The country has a history of big spending increases prior to previous polls but in this instance, the 2014 budget has been constrained, by political disputes and continued oil theft rather than economic prudence.

Oil theft and associated problems in the Niger Delta continue to hamper government finances. Ministers now widely quote a figure of 400,000 b/d of oil being stolen, although part of this could be production that has been shut-in by associated damage to oil industry infrastructure, rather than oil that is actually stolen for resale.

Finance Minister Ngozi Okonjo-Iweala said: “Of course I’m worried about elections but we’ve put in place a tight fiscal framework. Our country needs macroeconomic stability.”

Perhaps the most positive indication of international enthusiasm for Nigeria is the rising value of the country’s listed companies. The value of the Nigerian Stock Exchange (NSE) All Share Index increased by 34% in 2012 and then by a massive 47% last year, as foreign investment poured into the country fuelled by cheap money in the US and Western Europe.

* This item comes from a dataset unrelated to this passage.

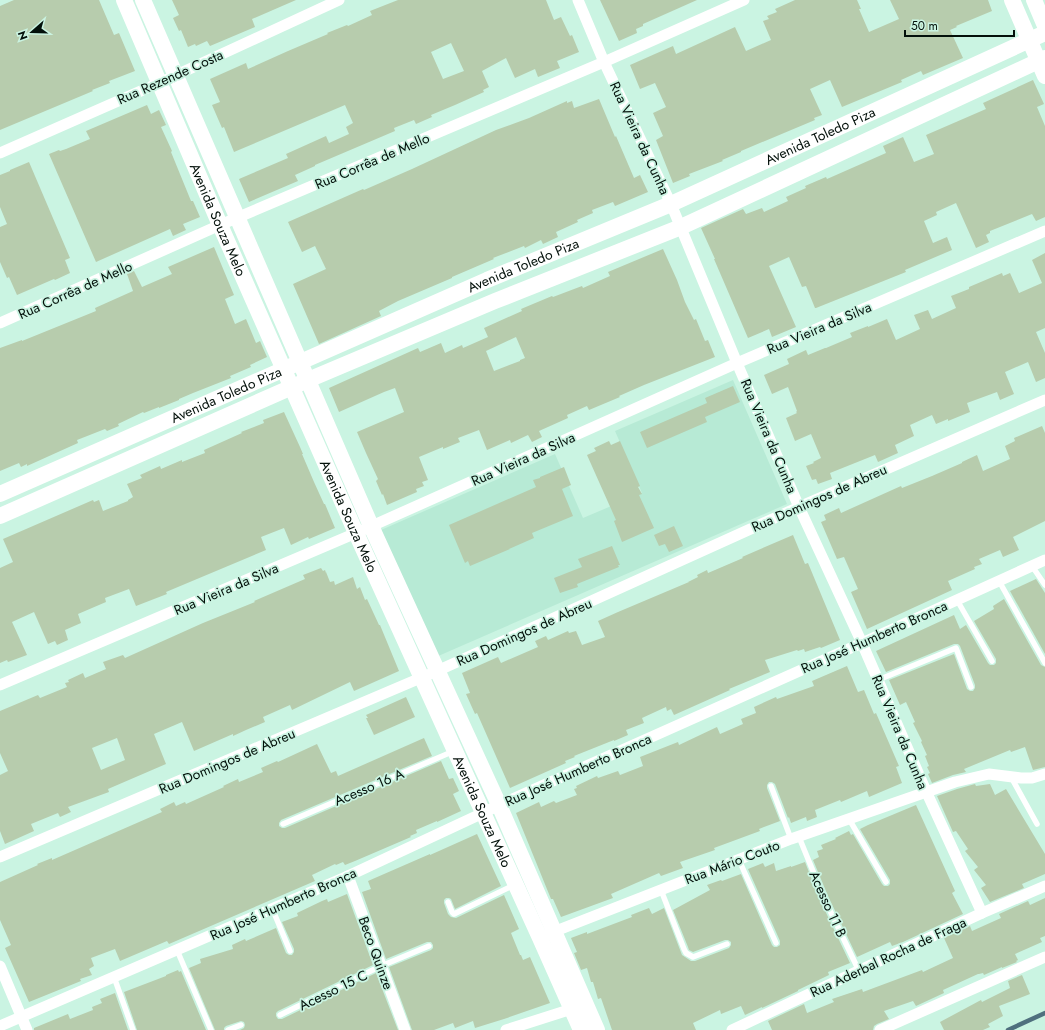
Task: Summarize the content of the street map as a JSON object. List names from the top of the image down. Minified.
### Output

At a January press conference, NSE chief executive Oscar Onyema said: “While the NSE’s focus from 2011 to 2013 has been on restructuring, improving technology, product development, and advocacy for changes to policy, in 2014, we will shift gear to drive innovations centred on increasing global visibility in the Nigerian capital market, developing a larger footprint on the continent, and ultimately, targeting emerging market status. We believe that these steps are critical to NSE becoming the foremost securities exchange on the continent.”

The proportion of NSE stock value held by foreign investors reached 70% last year but could fall over the next 12 months as quantitative easing programmes in North America and Europe are reduced.

Any outflow of capital from the NSE could see further pressure placed on the beleaguered naira. Indeed, the CBN is now weighing up how to defend the value of the national currency. The most recent devaluation was in November 2011, since when the CBN has tried to keep the national currency within a band of 150-160 to the US dollar.

However, it had fallen to 167 to the dollar by early March and the lack of reserves makes it increasingly difficult to defend without raising interest rates, which already stand at 12%, in line with many other African economies but far higher than those on offer in the industrialised world.

ower interest rates would certainly help to encourage investment in the non-oil economy. Melissa Verreynne, an economist at NKC Independent Economists, says: “At some point, the authorities will have no choice but to devalue. A 100 basis point increase in the policy rate will not be enough to attract foreign investors – there are too many other factors working in the opposite direction.”

Banking sector reforms over the past decade have greatly improved the reputation of Nigerian banks but the de facto sacking of central bank governor Lamido Sanusi in February undid at least part of this positive PR.